P.P.S. Thank you, in bi-partisanship; to state Senator Becky Harris- R- Las Vegas; for legislation on forced tracking microchip implants.
P.P.P.S. Thank you to the Stanford survivor; who eloquently said, “You have been inside of me, but you don’t know me”.
(note: nothing that has happened – events in Charlottesville, VA- murder of Heather Heyer; recent PA synagogue murders; other anti-semitic/racist /murders/events/policies; have surprised me; following my experiences in NC; VA; ME -up the east coast- from 2015-2016. I contacted NY Bd of Rabbis re: above. They hung up on me; & blew me off in person too. Rabbi Gerson didn’t give a damn re: my domestic violence situation.)
9) P.P.P.P.S.
I am held hostage here in my house in NY. Since working on this letter- which I planned to post online; or e mail to friends and lawyers- in Sept. 2018; requesting help.
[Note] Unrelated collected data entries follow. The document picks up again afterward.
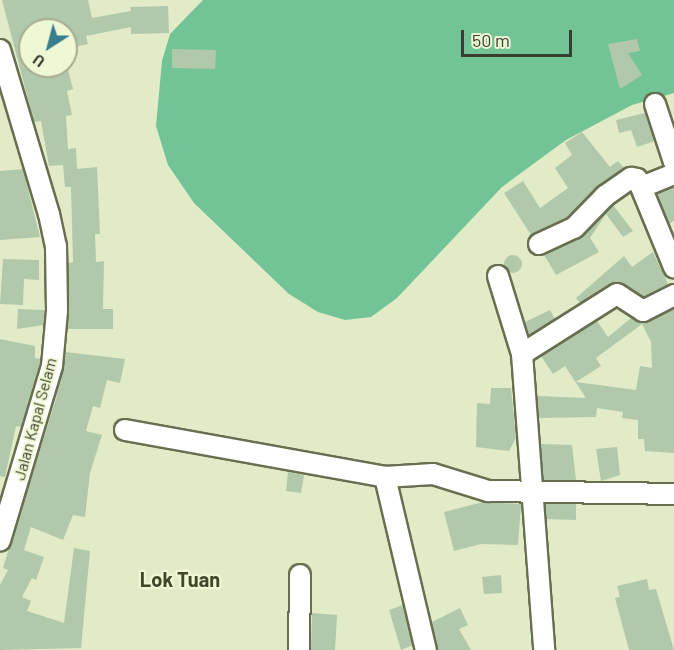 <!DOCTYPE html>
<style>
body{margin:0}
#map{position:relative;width:674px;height:650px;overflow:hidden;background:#e1ebc7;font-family:Barlow,sans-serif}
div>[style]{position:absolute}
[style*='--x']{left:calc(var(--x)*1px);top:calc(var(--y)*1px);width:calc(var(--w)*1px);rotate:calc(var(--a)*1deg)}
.water>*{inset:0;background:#72c496}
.building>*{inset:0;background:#b2c8ab}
.round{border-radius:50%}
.roads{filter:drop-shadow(2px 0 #676f50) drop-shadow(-2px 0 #676f50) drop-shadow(0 2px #676f50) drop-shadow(0 -2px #676f50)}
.minor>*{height:20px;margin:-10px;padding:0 10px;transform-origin:10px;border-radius:10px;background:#fff}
span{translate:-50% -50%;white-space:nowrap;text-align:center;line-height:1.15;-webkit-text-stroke:4.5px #eff8d4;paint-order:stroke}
.street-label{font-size:16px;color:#393d2f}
.quarter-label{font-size:20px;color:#40472a;font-weight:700}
.north{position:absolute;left:18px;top:18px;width:60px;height:60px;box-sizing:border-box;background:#eff8d4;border:2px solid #a6ad92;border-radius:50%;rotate:216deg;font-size:16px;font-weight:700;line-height:24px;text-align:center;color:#393d2f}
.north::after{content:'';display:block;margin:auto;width:21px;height:27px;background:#3a7d8e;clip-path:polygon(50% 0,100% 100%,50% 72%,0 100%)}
.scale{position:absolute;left:461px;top:30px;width:111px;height:27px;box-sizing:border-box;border:3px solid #393d2f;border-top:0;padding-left:8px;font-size:18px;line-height:21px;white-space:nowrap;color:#393d2f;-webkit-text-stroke:4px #eff8d4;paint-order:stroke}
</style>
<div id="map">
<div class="water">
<i style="clip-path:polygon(203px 0,674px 0,674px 93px,632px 105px,566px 140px,502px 187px,397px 298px,371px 317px,345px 320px,318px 312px,289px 294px,194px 203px,168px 165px,156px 126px,162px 61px,170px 34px)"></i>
</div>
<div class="building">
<i style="clip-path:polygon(2px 0,88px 0,92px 18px,131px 11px,130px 7px,168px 6px,169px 33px,131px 34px,131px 27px,86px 36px,88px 44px,66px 49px,66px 30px,30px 30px,30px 66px,67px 66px,73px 89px,67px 91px,72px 115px,66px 116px,68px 149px,76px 148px,77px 169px,97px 167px,100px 234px,95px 234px,96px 262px,104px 261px,103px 309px,113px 309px,113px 329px,67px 329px,68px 263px,73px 262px,71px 187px,65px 187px,63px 165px,49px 166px,41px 121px,34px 122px)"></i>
<i style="clip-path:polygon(637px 39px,640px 51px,628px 53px,642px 75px,620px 89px,608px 44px)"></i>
<i style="clip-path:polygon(172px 49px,216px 50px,215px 69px,172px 68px)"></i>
<i style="clip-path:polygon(645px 113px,655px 141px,637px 147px,631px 130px,619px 133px,616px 120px)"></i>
<i style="clip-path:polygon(582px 132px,610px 167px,618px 161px,624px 168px,564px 219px,531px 235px,504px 193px,523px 181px,540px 208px,568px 188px,555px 168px,572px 155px,565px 143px)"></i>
<i style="clip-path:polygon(23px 169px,40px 237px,0 240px,0 171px)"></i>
<i style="clip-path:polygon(674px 187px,674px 221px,669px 224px,657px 194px)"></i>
<i style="clip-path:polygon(613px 205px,633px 231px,623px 237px,606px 214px,590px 238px,599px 252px,556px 275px,544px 255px,582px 237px)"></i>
<i style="clip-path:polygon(653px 252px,668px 284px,644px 297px,616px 282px,580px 303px,576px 298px,624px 256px,632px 267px)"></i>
<i class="round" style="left:504px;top:255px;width:18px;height:18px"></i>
<i style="clip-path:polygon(3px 259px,39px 260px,39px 280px,24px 279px,23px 305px,0 304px)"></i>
<i style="clip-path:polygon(18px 309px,45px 310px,44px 325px,17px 329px)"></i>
<i style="clip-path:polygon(evenodd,674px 309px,674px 453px,645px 451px,644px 439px,638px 439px,638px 420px,622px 418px,623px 412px,597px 408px,596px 417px,539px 418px,537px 396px,586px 398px,565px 366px,553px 374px,541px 356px,597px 321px,608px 337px,631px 318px,648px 322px,674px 309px,642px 324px,651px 342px,652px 368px,640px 366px,636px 390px,576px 382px,601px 366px,596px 358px,642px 324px)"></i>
<i style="clip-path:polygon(550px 310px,555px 319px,529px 335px,525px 322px)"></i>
<i style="clip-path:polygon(0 339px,35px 346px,35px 358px,41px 359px,21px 427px,16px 426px,5px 477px,0 476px)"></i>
<i style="clip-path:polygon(65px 352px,125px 359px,120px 383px,107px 380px,100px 408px,93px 406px,86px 431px,102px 435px,90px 473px,85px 517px,73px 515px,63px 540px,31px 527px,24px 550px,44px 557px,36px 580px,32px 578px,22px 597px,31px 601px,27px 611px,64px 623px,74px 548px,90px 551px,81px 648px,0 650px,0 585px,8px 570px,3px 568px,56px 399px)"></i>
<i style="clip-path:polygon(491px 388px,511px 388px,516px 438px,509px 451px,476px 447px,477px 403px,490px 404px)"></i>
<i style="clip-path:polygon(541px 444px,572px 445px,576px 480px,543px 480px)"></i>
<i style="clip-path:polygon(617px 447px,620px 475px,601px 481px,596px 449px)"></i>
<i style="clip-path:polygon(288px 472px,304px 475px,301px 493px,286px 491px)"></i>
<i style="clip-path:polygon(483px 502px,521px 504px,518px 545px,481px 544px,454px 551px,444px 512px)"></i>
<i style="clip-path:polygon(545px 504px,576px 504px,576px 520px,546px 519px)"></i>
<i style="clip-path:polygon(501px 575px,502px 593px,484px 594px,482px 577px)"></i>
<i style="clip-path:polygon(647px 579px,649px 590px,656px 589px,674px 650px,629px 650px,615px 598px,620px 597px,617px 586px)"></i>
<i style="clip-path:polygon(403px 605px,413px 645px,401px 650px,389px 610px)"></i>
<i style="clip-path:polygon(460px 608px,468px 625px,459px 629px,471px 650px,438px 650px,432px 622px)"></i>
<i style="clip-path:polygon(312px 613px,337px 615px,335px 650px,311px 650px)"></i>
</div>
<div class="roads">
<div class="minor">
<i style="--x:0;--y:50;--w:171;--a:73.4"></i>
<i style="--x:49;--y:214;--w:33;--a:78"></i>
<i style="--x:56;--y:246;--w:65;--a:89.1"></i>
<i style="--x:57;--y:311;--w:55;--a:95.2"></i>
<i style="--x:52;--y:366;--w:182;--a:106.6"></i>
<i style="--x:655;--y:104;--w:61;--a:71.9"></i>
<i style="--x:674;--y:174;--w:35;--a:158"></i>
<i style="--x:641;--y:187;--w:87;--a:67.6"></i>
<i style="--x:539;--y:244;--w:38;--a:-25"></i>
<i style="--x:574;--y:228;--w:45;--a:-45.9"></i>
<i style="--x:605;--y:196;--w:32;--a:-35"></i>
<i style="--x:631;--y:178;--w:6;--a:9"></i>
<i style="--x:637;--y:179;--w:9;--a:63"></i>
<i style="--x:498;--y:276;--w:82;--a:72.9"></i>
<i style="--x:522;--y:354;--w:297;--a:85.7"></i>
<i style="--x:522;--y:354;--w:112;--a:-32.3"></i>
<i style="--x:617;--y:294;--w:31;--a:33"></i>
<i style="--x:643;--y:311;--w:35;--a:-27"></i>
<i style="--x:125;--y:430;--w:264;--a:10.2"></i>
<i style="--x:385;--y:477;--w:48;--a:-3.6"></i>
<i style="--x:433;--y:474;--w:58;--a:17.2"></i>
<i style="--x:488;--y:491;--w:186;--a:0.9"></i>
<i style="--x:385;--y:477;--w:178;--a:76.7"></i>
<i style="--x:299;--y:650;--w:75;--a:-89.2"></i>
</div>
</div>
<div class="street-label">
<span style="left:35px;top:419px;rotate:-75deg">Jalan Kapal Selam</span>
</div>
<div class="quarter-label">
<span style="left:180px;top:579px">Lok Tuan</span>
</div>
<div class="north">U</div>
<div class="scale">50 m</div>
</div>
My e mails were hacked. My landline- hooked to the same modem; connecting my laptop- interfered with.
Incoming callers told me; they don’t hear my answering message. Their voices are so broken up- the phone line is unusable. I’m receiving such numerous scam- pre-recorded, harassing- calls I unplugged the phone. It doesn’t happen to every call- or every e mail- just selectively- so, I know it’s deliberate. In the year I’ve lived here; this never happened before.
My 2 i phones; were interfered with yesterday. I tried re-sending e mails from my i phones – a notification said ‘server interference’. I tried calling my cell provider- CREDO- they were unable to determine the cause. I called apple on my i phones – since the landline is monitored and unusable- but they repeatedly interfered/disconnecting me from the apple supervisor /technician that was trying to help.
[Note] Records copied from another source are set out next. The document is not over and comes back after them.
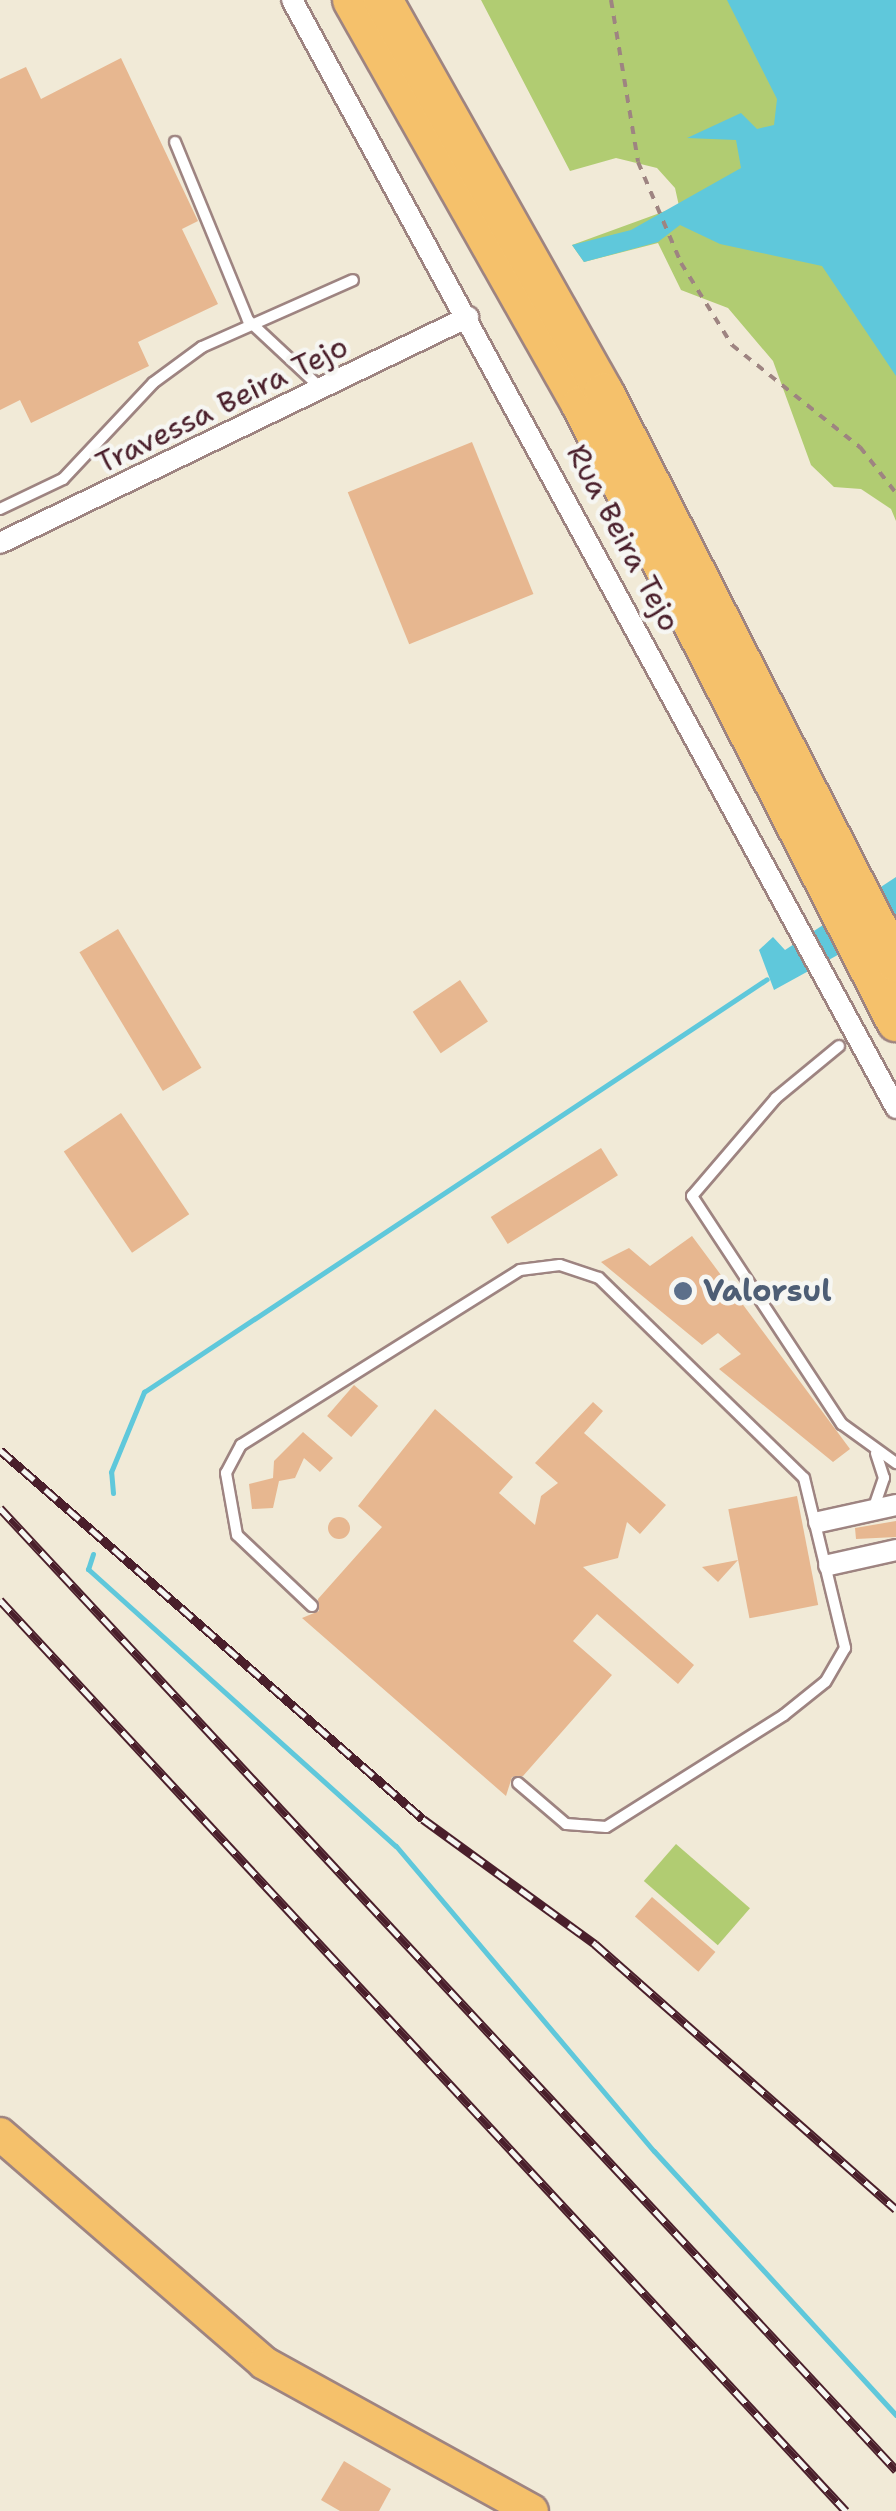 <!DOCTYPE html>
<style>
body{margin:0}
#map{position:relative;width:896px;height:2511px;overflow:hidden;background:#f1ead7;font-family:"Shantell Sans",sans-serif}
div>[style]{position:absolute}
.green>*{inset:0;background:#b1cc72;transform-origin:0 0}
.water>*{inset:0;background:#5fc8db}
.stream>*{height:5px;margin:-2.5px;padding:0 2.5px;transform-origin:2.5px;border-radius:2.5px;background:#5fc8db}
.building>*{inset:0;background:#e7b790;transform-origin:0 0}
.round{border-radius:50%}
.path>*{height:4px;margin-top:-2px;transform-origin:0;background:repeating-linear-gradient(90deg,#9e8481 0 8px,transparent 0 16px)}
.roads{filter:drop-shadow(2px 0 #9e8481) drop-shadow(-2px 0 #9e8481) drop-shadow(0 2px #9e8481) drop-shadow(0 -2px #9e8481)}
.lane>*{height:10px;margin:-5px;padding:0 5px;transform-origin:5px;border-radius:5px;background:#fff}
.street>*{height:20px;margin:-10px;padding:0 10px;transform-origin:10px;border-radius:10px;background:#fff}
.primary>*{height:32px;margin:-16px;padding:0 16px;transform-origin:16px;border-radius:16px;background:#f5c16b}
.highway>*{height:38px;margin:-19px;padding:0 19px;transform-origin:19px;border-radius:19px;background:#f5c16b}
.rail>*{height:9px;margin-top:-4.5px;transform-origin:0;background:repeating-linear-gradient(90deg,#f6f6f2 0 15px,#4a1f2b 0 30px);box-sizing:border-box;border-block:2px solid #4a1f2b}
.dots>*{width:28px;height:28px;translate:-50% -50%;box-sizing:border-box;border:5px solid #f6f6f2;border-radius:50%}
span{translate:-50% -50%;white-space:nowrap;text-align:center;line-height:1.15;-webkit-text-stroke:9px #f6f6f2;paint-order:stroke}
.street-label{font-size:30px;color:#4a1f2b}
.service-label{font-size:30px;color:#4e5e75;font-weight:700}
.left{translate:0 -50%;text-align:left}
</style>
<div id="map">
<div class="green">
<i style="clip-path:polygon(481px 0,847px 0,896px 104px,896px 521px,891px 509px,861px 489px,834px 487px,811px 465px,773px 361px,728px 308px,681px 290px,658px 243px,584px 262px,572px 245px,679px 206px,675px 188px,657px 168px,616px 158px,570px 171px)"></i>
<i style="left:676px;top:1844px;width:98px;height:49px;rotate:41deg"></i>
</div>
<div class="water">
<i style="clip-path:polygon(727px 0,896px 0,896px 376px,822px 266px,720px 244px,680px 225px,658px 242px,584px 262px,572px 245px,631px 230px,741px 168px,736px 140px,687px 138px,741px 113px,757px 129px,774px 125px,777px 99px)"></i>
<i style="clip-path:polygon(896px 877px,896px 923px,774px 990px,759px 950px,773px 937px,785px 950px)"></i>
</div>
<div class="stream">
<i style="left:113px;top:1493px;width:21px;rotate:-95deg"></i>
<i style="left:111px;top:1472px;width:87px;rotate:-67.6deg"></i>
<i style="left:144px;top:1392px;width:747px;rotate:-33.54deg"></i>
<i style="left:93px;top:1554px;width:16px;rotate:108deg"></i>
<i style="left:88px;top:1569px;width:414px;rotate:42deg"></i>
<i style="left:396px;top:1846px;width:399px;rotate:49.8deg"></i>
<i style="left:654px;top:2151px;width:358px;rotate:47.5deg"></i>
</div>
<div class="building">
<i style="clip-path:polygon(121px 58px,198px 221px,182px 229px,218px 304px,138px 342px,149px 366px,31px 423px,20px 400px,0 410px,0 79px,26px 67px,41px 99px)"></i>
<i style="left:472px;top:442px;width:164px;height:134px;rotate:68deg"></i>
<i style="left:118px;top:929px;width:162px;height:45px;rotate:59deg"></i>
<i style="left:460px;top:980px;width:50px;height:57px;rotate:56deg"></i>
<i style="left:121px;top:1113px;width:122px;height:69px;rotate:56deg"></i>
<i style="left:601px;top:1148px;width:32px;height:130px;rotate:58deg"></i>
<i style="clip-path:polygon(692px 1236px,850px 1449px,833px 1462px,719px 1369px,741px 1354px,718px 1333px,702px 1345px,601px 1262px,629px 1248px,650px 1266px)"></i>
<i style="left:354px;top:1385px;width:32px;height:41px;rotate:41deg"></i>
<i style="clip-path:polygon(593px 1402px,603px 1411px,584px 1433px,666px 1505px,640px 1534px,627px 1522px,618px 1558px,583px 1567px,694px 1665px,678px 1684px,597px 1614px,573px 1641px,612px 1675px,523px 1776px,512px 1777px,506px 1796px,302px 1618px,319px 1611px,318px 1599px,382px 1527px,358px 1506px,435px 1409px,513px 1477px,499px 1493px,535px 1525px,541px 1496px,558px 1483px,535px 1463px)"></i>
<i style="clip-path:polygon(303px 1432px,333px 1458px,320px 1472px,304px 1458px,295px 1478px,279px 1481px,273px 1508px,252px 1509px,249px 1484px,273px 1478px,274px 1461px)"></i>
<i style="left:797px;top:1496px;width:111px;height:70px;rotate:79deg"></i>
<i class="round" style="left:328px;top:1517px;width:22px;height:22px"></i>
<i style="clip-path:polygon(896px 1521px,896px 1537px,856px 1539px,855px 1528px)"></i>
<i style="clip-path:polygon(738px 1560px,718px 1582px,702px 1567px)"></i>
<i style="left:652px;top:1897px;width:84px;height:26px;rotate:41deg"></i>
<i style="clip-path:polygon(344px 2461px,391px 2489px,379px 2511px,340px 2511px,321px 2500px)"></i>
</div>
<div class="path">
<i style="left:611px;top:0;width:164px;rotate:80.5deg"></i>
<i style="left:638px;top:162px;width:110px;rotate:66.9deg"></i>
<i style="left:681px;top:263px;width:97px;rotate:58.1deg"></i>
<i style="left:732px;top:345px;width:164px;rotate:38.6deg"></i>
<i style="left:860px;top:447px;width:58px;rotate:52deg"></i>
</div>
<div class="roads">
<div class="lane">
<i style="left:175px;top:142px;width:192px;rotate:67.7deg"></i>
<i style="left:248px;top:320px;width:101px;rotate:43deg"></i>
<i style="left:0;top:509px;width:70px;rotate:-25.5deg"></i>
<i style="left:63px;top:479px;width:132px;rotate:-46.8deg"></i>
<i style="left:153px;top:383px;width:61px;rotate:-36.3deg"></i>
<i style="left:202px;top:347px;width:165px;rotate:-23.9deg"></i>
<i style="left:839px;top:1046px;width:82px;rotate:140.5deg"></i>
<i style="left:776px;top:1098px;width:129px;rotate:130.6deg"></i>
<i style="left:692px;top:1196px;width:273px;rotate:56.7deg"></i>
<i style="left:842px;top:1424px;width:67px;rotate:35.8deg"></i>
<i style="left:874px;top:1507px;width:31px;rotate:-71deg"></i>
<i style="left:884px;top:1478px;width:26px;rotate:-108deg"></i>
<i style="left:312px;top:1606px;width:103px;rotate:-136.6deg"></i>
<i style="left:237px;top:1535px;width:63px;rotate:-100.1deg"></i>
<i style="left:226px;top:1473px;width:32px;rotate:-62deg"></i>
<i style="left:241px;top:1445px;width:329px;rotate:-32.1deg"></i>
<i style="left:520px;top:1270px;width:40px;rotate:-7.1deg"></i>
<i style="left:560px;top:1265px;width:41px;rotate:18.4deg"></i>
<i style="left:599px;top:1278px;width:286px;rotate:44.3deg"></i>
<i style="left:804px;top:1478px;width:175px;rotate:76.4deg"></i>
<i style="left:845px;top:1648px;width:39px;rotate:120deg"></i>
<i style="left:825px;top:1682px;width:53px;rotate:141.2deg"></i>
<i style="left:784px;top:1715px;width:210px;rotate:147.8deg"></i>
<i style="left:606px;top:1827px;width:40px;rotate:-175.7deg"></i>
<i style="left:566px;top:1824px;width:63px;rotate:-139.5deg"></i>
</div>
<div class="street">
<i style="left:292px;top:0;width:1262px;rotate:61.4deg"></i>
<i style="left:0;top:543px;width:520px;rotate:-25.78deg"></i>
<i style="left:819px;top:1522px;width:79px;rotate:-12.4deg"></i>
<i style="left:829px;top:1565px;width:69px;rotate:-12.6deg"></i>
</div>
<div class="primary">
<i style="left:0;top:2134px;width:349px;rotate:40.9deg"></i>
<i style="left:264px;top:2363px;width:306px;rotate:28.9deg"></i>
</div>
<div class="highway">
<i style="left:352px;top:0;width:465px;rotate:60.5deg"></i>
<i style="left:581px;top:405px;width:693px;rotate:62.95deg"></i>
<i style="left:383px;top:0;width:450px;rotate:60.6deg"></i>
<i style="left:604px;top:392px;width:641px;rotate:62.92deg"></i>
</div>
</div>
<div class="rail">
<i style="left:0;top:1450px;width:561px;rotate:41.1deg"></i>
<i style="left:423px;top:1819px;width:213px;rotate:36deg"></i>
<i style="left:595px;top:1944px;width:401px;rotate:41.4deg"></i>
<i style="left:0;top:1508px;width:1315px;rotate:47.03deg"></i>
<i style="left:0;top:1600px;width:1243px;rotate:47.12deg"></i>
</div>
<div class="dots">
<i style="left:683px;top:1291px;background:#5c6f8a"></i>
</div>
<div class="street-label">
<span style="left:222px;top:405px;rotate:-26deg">Travessa Beira Tejo</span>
<span style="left:623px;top:538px;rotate:62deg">Rua Beira Tejo</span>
</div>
<div class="service-label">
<span class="left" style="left:703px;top:1291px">Valorsul</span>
</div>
</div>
The tech interference caused me to miss legal deadlines & prevented my contacting law offices re: same deadlines.
Bill Pitman is probably a millionaire. He seems to have connections; across the country. They thought nothing of ruining me financially- causing me to have a car accident; lose my car; in 2015 (they didn’t care who got hurt): To spend the last of a small inheritance from my father; of $40K; to escape their attacks. He used the weight of a right wing- old boys network; against me.
He abused his power/position as a CA bar member; interfering in my life/ medical care. Enlisted “professionals” to abuse their power /positions; to harm me. He comes from a medical family-may have used their connections against me. It was never my goal/ intention in life; to harm him; I had more creative, fun, things to do with my time; than to waste it on this. But, they’ve made my life impossible. Their cruelty: on par with Nazi war crimes.
Their goal is: as in all domestic violence – to isolate me; ruin me financially; and otherwise. They have destroyed my health. They want to silence me.
Since I was politically targeted in 2015-2016; then realizing how I was victimized at ME MED; in 2005; & VA; 2015; I started watching a lot of forensic shows- like “Forensic Files”- which I never did before. As a younger person; I’d found crime shows too depressing.
On one episode of “Forensic Files” in 2017; they said: ‘ Since DNA evidence has come so far-becoming so successful; apprehending perpetrators; pretty soon criminals, will figure out ways to commit crimes; without leaving DNA evidence behind.’ Well, they already have figured it out: They are now using implanted technology to commit sexual assault; and other criminal privacy violations. People who currently try to report these crimes are called “crazy”.
It’s not even far-fetched: There are constant ads on TV about medical implant malpractice. Cameras; radio transmitters; come small as capsules; one can swallow; Police; lawyers; doctors; look the other way: They know it’s happening. They are afraid to threaten big wheel reputations: These crimes are committed; sanctioned; ignored; covered up; by “professionals”.